If you want employees to live and breathe your brand to customers, you need to create a great experience for them within your company. According to Shaun Smith, this requires full and continual commitment from the top down but the results can be rewarding - not only for your people but for your bottom line as well. 

 

I recently wrote an article about winning customer loyalty and trust and it generated a lot of comment about the importance of engaging your employees in doing so. There is no doubt that creating a powerful customer experience requires the full and continual commitment of the people responsible for making it happen. So how do you align employees with your customer experience to make a difference to your bottom line?

People make the difference. If you concentrate on creating a great environment for your employees, they will focus on creating a great experience for your customers. Smith+co research has found that there is about an 85% correlation between the way your employees feel about your brand and the way that customers do. As our colleague Peter Simpson said when he was commercial director at online bank First Direct: "Why would you want to be one kind of brand to your customers and a different one to your employees?" No wonder then that First Direct places such store on recruiting and then keeping the right employees.

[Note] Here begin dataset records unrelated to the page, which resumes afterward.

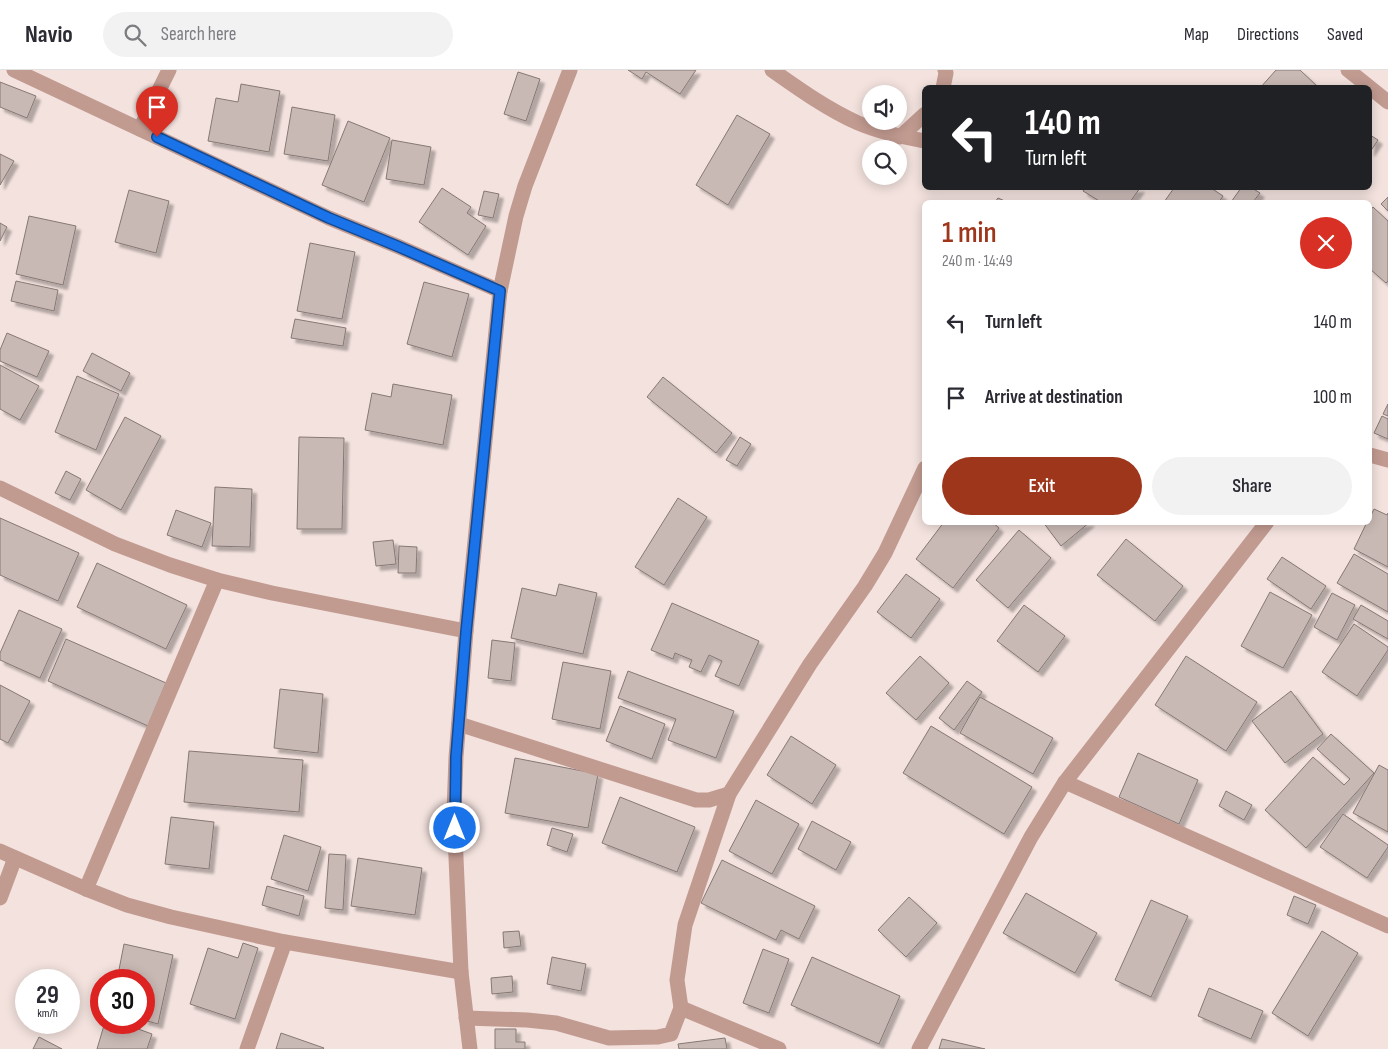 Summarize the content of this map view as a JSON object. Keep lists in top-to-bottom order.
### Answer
{
  "page": {
    "header": "Navio",
    "search": "Search here",
    "nav": ["Map", "Directions", "Saved"],
    "turn": ["140 m", "Turn left"],
    "heading": ["1 min", "240 m · 14:49"],
    "list": [
      {
        "name": "Turn left",
        "value": "140 m"
      },
      {
        "name": "Arrive at destination",
        "value": "100 m"
      }
    ],
    "buttons": ["Exit", "Share"],
    "speed": "29 km/h",
    "limit": "30"
  }
} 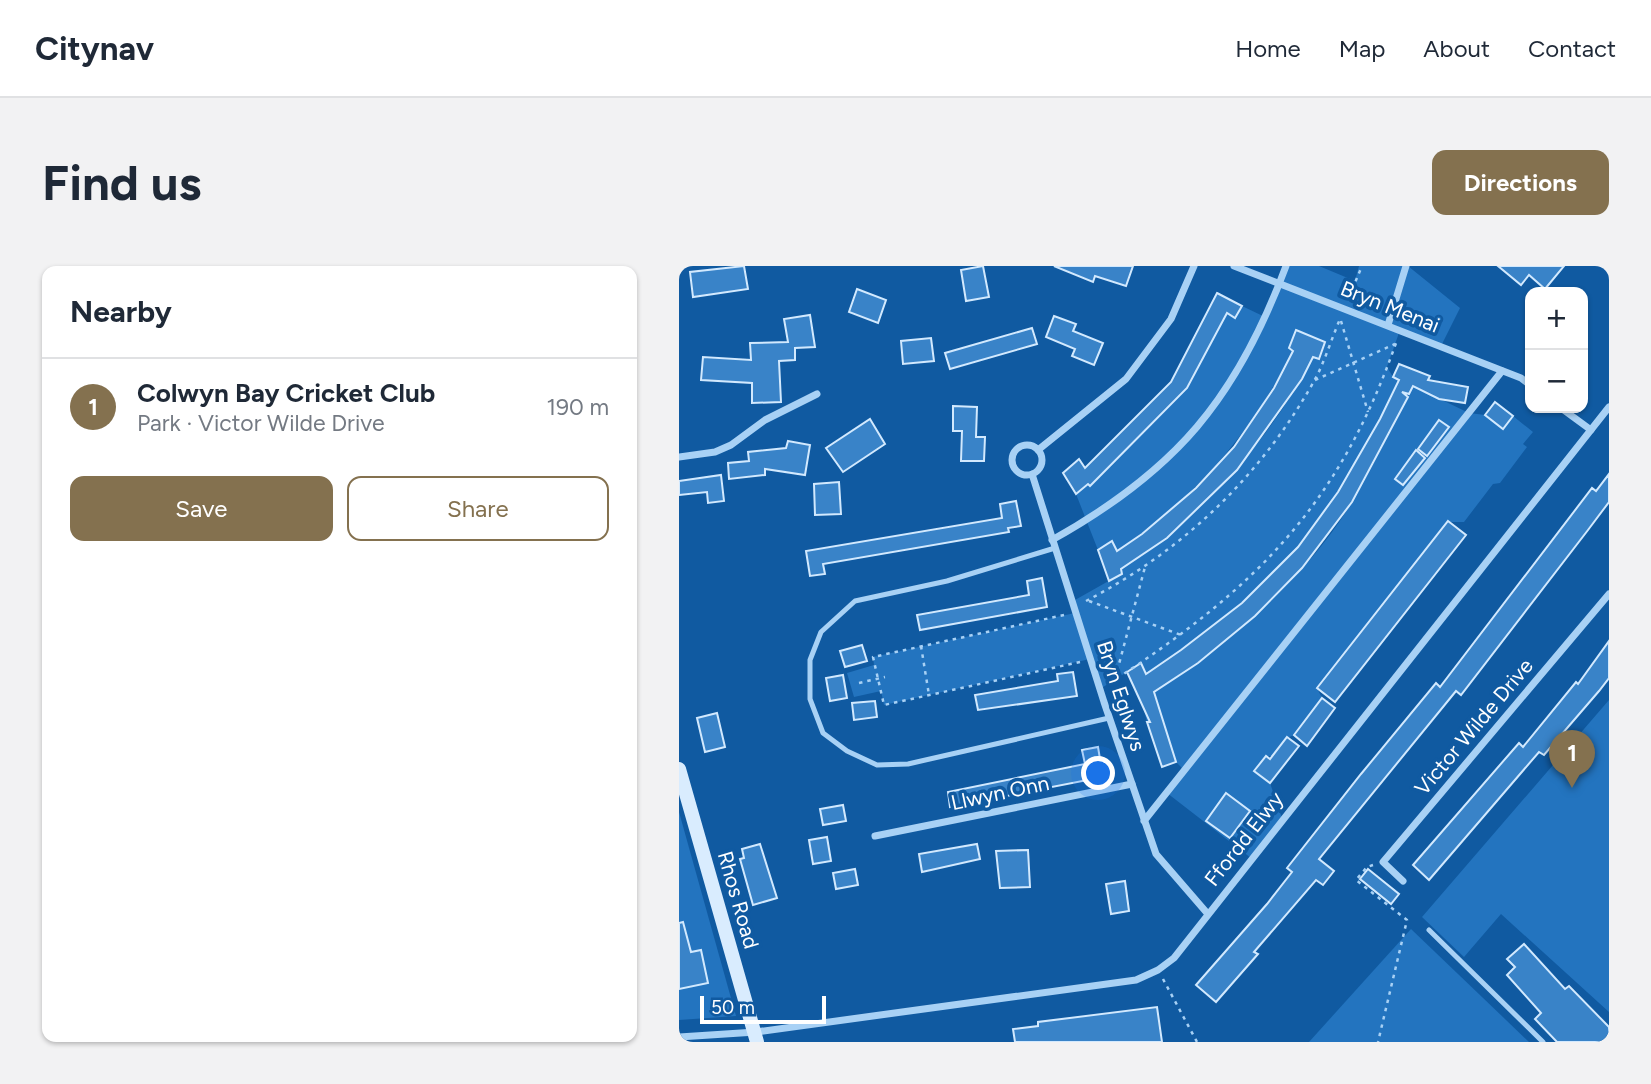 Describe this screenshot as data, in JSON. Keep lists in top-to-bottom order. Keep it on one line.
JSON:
{"streets":{"main road":["Rhos Road"],"street":["Bryn Menai","Bryn Eglwys","Victor Wilde Drive","Llwyn Onn","Ffordd Elwy"]},"crossings":[["Bryn Eglwys","Llwyn Onn"],["Bryn Eglwys","Ffordd Elwy"],["Ffordd Elwy","Rhos Road"]],"scale_bar":"50 m","page":{"header":"Citynav","nav":["Home","Map","About","Contact"],"buttons":["Directions",["Save","Share"]],"title":"Find us","heading":"Nearby","map_buttons":["+","−"],"list":[{"mark":"1","name":"Colwyn Bay Cricket Club","note":"Park · Victor Wilde Drive","value":"190 m"}],"pins":"1","scale":"50 m"}} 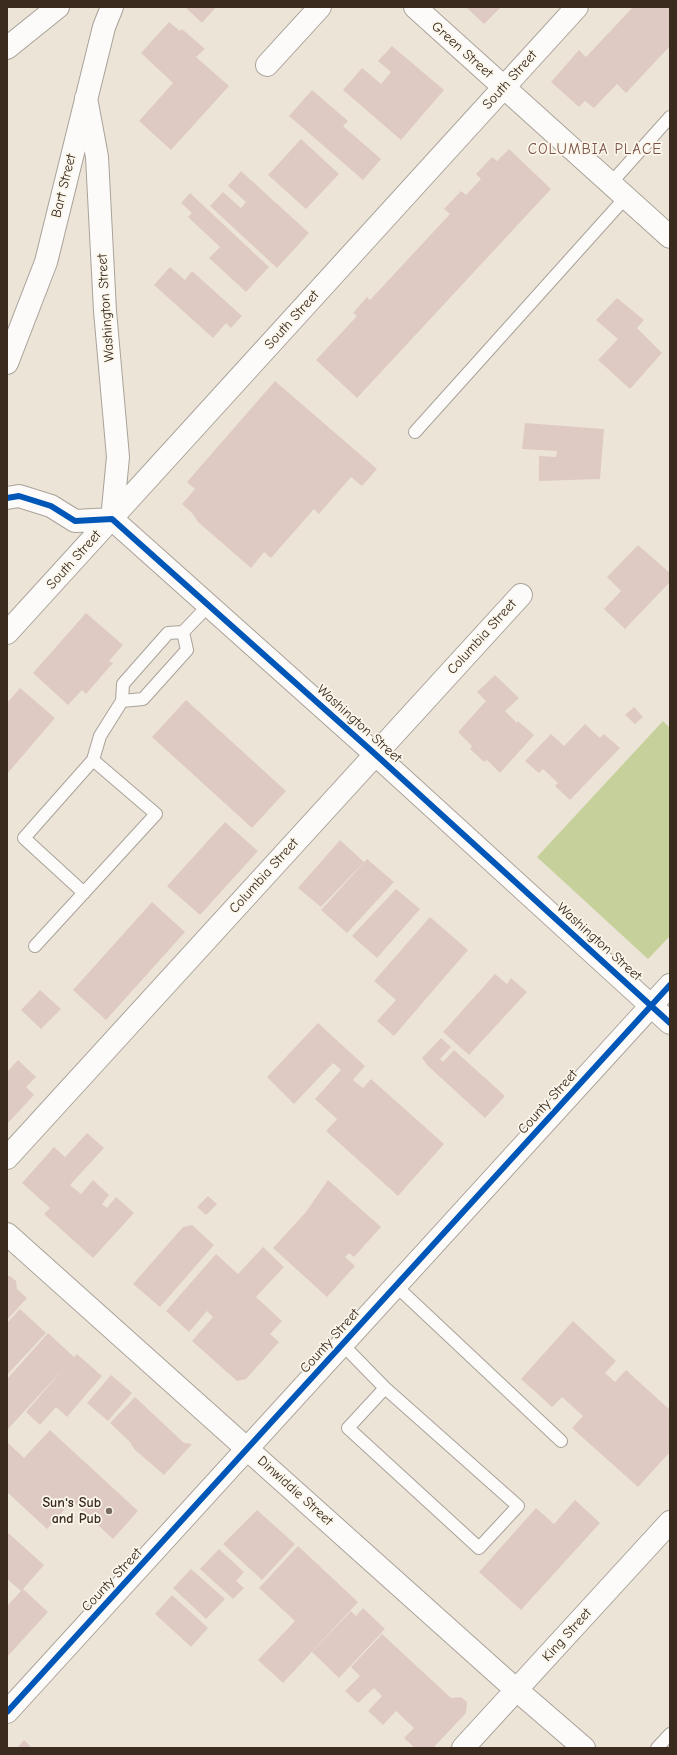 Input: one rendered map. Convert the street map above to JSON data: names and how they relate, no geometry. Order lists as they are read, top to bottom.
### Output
{
  "streets": {
    "main road": [
      "Green Street",
      "South Street",
      "Bart Street",
      "Washington Street",
      "Columbia Street",
      "County Street",
      "Dinwiddie Street",
      "King Street"
    ]
  },
  "crossings": [
    ["Green Street", "South Street"],
    ["South Street", "Washington Street"],
    ["Bart Street", "Washington Street"],
    ["Washington Street", "Columbia Street"],
    ["Washington Street", "County Street"],
    ["County Street", "Dinwiddie Street"],
    ["Dinwiddie Street", "King Street"]
  ],
  "districts": ["COLUMBIA PLACE"],
  "places": ["Sun's Sub and Pub"]
} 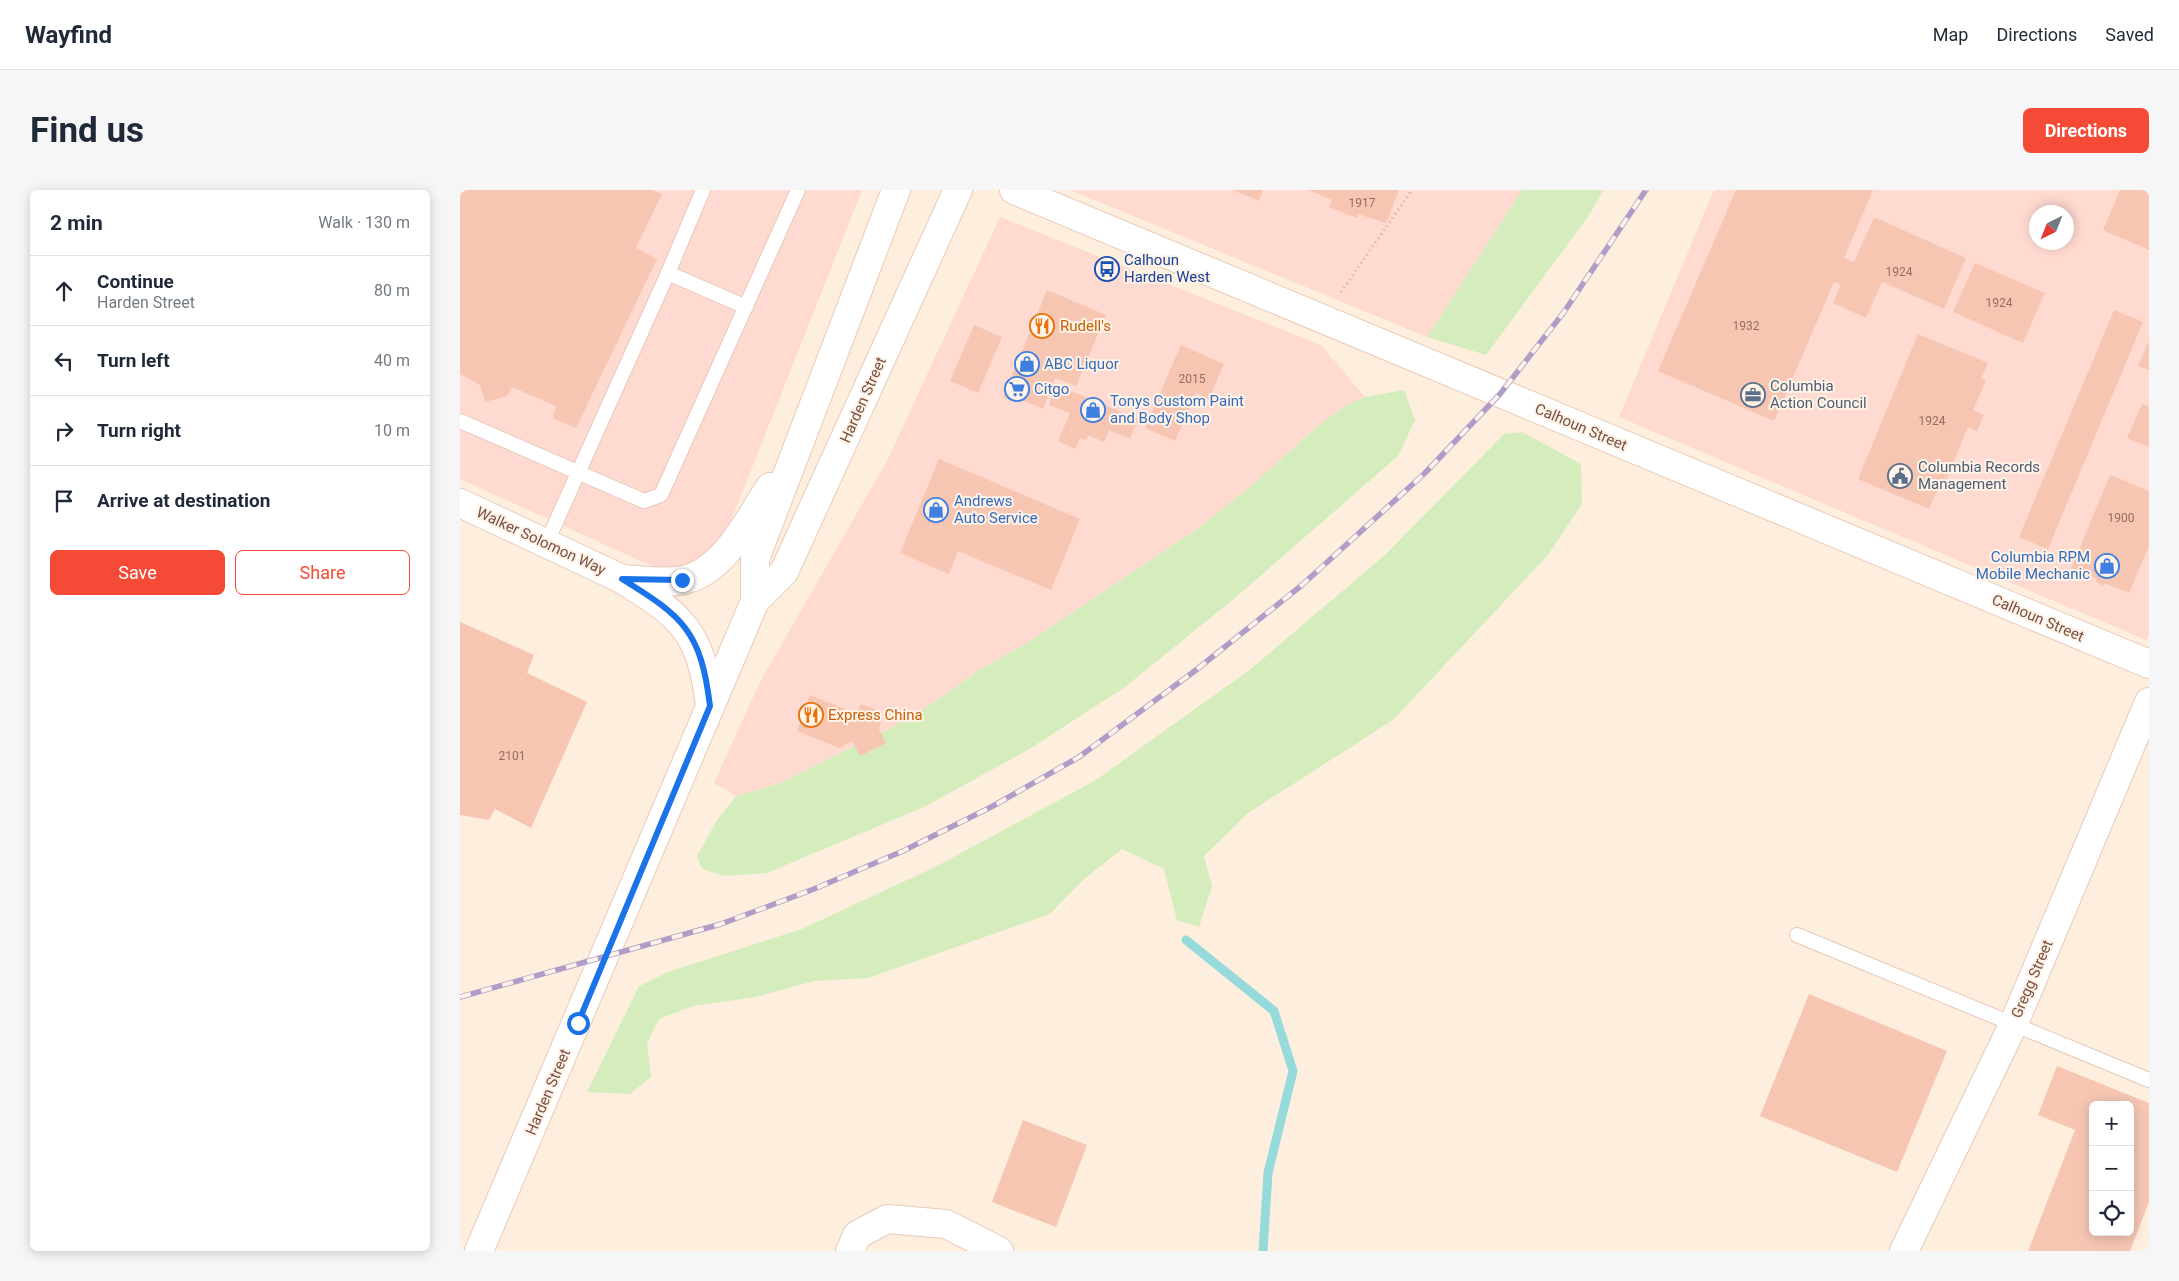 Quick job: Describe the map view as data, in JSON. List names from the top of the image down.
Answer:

"Firms that deliver their brand promise through their people reap benefits that directly impact customer loyalty, market share and profitability."

Shaun Smith

The fact is that the contact with your people usually has a greater impact on customer loyalty than advertising. When consumers were asked to rate the extent to which a number of different attributes contribute to creating a customer experience that drives loyalty, 'people' was ranked first. While this realisation is not revolutionary, making it work remains unusual. Not many companies successfully manage to harness the full potential of people-power day in, day out. The trouble is that they need to. Organisations that deliver their brand promise through their people reap benefits that directly impact customer loyalty, market share and profitability.

So, how can you energise the people in your organisation? Five things are essential if you are to harness people-power:

1. Hire people with the attributes to satisfy

Once you know and understand customer expectations, you can create an organisation with the culture and the people to deliver on those expectations. This means identifying the fundamental behaviour your brand requires and the values that are integral to the brand. You must then hire to those behaviours and values. People matter, but the right people matter even more.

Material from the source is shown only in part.